The easiest situation is when cache can be invalidated (removed)
externally; caching support in gitweb would then need only to either
use cached information or cached output if it exists, and generate
information and/or output and cache appropriate things if cache
doesn't exist.

In closed-up git hosting system like repo.or.cz new contents can
appear in repository only via push (if repo is manually updated) or
via automated fetch (if repo is mirrored automatically).  This means
that it is known when infomration about given repository gets stale
(out of sync).  It would be then enought to make 'update' or
'post-receive' hook to delete cache, or invalidate parts of cached
info about given repository.  Creation and deletion of repositories
should also be handled by scripts; they affect caching too.

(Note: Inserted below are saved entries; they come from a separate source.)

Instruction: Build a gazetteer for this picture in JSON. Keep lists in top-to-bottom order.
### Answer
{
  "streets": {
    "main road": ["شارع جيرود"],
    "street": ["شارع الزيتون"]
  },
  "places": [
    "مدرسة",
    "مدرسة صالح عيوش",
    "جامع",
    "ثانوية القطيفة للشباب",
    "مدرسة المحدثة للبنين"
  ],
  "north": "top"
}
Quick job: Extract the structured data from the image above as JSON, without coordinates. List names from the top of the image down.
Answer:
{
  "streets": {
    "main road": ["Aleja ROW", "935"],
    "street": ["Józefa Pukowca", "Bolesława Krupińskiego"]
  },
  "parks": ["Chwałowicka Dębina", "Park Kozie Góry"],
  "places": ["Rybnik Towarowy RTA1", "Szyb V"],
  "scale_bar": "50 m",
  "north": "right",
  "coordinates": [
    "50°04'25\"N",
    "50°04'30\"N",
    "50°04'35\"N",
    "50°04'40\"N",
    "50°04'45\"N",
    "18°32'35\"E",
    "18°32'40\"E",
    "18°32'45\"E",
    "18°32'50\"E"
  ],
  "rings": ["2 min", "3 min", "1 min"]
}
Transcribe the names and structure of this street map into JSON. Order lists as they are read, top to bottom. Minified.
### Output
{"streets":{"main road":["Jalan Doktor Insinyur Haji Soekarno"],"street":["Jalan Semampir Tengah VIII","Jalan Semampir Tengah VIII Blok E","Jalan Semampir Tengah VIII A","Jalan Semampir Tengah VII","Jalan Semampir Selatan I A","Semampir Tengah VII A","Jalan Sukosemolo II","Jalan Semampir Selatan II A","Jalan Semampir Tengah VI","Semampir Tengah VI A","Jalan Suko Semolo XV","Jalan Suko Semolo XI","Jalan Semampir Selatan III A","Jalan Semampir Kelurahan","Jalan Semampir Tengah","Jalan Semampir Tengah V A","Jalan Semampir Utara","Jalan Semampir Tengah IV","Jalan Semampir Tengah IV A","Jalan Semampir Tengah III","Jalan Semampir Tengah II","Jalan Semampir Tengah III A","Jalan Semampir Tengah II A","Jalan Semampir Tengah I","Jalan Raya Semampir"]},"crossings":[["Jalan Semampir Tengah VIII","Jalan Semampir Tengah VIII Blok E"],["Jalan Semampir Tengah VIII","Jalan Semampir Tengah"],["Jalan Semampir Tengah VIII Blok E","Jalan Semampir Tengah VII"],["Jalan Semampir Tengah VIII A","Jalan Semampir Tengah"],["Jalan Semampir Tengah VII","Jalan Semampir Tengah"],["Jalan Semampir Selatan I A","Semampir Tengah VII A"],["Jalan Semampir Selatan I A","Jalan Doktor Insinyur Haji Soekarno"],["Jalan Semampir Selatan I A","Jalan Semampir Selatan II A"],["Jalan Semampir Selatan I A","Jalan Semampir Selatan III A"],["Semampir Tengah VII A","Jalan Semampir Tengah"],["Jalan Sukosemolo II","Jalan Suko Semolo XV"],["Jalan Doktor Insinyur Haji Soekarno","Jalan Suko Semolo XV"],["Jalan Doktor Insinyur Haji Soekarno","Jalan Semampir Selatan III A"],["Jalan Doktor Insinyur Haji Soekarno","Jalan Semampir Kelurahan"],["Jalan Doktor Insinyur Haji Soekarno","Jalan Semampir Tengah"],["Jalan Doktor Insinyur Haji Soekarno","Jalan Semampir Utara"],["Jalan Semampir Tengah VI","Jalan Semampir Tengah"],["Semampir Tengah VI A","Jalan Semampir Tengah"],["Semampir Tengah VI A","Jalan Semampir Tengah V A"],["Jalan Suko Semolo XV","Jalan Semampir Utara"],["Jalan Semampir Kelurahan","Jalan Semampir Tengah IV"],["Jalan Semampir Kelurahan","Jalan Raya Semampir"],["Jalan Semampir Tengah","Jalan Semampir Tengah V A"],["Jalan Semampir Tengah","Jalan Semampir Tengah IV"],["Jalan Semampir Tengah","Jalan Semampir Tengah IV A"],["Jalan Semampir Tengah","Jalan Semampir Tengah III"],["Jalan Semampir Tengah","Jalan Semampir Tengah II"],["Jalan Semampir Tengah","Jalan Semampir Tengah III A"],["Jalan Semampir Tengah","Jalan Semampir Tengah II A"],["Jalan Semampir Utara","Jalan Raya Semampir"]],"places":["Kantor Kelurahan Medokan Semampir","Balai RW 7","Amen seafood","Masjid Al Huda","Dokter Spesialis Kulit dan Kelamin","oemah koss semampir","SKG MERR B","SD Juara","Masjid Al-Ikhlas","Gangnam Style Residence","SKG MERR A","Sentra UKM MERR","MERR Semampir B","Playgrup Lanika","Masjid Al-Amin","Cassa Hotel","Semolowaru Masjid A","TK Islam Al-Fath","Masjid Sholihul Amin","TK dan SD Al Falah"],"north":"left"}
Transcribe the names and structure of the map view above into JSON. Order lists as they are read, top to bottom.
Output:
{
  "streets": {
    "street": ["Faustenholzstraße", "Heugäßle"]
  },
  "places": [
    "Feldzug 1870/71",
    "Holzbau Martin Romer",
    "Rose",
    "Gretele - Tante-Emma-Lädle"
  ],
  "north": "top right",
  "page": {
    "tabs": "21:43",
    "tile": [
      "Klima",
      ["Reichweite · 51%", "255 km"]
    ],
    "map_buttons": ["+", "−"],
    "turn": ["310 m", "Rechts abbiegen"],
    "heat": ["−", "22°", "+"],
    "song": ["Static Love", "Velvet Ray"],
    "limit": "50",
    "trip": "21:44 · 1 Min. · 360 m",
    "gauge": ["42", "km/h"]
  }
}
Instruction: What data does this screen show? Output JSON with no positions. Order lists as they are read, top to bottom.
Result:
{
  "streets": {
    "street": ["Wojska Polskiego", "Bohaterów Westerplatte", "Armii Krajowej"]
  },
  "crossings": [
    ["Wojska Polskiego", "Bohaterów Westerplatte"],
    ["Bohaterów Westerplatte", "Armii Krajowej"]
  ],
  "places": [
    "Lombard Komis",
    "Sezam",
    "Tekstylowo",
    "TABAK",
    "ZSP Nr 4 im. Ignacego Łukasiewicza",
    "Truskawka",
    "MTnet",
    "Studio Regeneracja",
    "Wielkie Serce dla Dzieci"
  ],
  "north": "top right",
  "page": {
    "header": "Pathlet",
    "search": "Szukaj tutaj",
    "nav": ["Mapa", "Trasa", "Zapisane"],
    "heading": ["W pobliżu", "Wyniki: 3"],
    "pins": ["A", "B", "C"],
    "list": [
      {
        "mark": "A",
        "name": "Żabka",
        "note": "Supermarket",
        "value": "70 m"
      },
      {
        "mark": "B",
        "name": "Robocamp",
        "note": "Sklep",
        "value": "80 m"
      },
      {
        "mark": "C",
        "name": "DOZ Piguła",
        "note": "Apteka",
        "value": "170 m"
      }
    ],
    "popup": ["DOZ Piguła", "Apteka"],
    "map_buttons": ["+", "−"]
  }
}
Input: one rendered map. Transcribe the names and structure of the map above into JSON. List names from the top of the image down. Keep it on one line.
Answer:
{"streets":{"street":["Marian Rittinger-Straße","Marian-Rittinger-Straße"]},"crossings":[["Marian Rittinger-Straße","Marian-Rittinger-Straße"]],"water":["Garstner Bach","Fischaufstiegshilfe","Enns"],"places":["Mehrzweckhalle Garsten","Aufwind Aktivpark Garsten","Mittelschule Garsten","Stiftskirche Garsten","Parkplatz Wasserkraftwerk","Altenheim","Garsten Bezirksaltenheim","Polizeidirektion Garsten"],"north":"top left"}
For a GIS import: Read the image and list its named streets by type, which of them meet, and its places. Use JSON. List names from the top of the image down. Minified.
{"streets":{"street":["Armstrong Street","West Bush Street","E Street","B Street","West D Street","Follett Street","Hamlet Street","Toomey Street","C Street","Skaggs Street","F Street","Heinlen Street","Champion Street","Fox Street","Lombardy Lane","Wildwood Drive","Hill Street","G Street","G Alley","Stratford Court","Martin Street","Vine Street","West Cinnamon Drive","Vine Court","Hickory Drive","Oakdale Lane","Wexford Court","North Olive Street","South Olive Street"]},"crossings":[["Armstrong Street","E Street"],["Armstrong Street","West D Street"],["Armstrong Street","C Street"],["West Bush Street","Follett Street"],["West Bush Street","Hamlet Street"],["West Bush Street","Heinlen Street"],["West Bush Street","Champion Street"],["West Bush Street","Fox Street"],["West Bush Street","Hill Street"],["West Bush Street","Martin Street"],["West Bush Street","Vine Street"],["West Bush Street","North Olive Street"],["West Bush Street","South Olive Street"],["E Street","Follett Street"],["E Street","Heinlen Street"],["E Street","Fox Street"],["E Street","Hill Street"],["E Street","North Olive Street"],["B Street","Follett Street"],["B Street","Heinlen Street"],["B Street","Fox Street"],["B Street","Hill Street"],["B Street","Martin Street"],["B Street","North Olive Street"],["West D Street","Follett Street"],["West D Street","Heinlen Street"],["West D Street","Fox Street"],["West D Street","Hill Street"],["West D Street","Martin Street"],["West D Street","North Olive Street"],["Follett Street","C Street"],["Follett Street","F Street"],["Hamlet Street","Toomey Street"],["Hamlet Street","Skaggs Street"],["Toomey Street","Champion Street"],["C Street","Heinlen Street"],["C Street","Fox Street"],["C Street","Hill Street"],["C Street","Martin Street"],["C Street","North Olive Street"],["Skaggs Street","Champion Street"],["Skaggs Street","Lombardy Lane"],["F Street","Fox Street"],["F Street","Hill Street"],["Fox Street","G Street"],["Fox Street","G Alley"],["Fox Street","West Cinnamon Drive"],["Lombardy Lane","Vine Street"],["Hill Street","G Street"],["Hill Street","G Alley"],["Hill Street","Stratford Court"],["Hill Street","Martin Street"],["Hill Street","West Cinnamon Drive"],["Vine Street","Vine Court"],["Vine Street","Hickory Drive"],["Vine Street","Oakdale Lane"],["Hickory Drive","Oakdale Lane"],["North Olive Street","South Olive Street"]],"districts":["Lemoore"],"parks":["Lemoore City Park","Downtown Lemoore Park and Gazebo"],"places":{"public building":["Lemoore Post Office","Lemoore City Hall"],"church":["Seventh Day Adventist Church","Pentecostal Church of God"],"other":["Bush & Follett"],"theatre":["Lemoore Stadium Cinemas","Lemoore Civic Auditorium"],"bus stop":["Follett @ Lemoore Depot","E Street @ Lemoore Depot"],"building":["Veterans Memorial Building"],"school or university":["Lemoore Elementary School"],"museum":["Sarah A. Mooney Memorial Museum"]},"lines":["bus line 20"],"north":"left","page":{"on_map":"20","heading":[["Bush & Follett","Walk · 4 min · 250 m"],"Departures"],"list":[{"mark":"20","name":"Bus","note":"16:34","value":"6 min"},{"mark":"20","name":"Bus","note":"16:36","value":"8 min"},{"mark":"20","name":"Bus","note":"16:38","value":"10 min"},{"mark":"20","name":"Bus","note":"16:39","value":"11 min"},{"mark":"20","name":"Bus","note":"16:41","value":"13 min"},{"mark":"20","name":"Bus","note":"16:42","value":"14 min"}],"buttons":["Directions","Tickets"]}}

This of course assumes that we can control repository hooks (perhaps
git should learn hook multiplexing first, as proposed some time ago on
a mailing list).  This is not the case when developers are given shell
access, and gitweb is offered as a part of service rather than as a
part of git hosting; repositories are not under web administrator
control.  This is the case (according to J.H. on git mailing list) for
kernel.org.

So we have to examine also more generic solutions.

2. Checking filesystem (stat and/or inotify).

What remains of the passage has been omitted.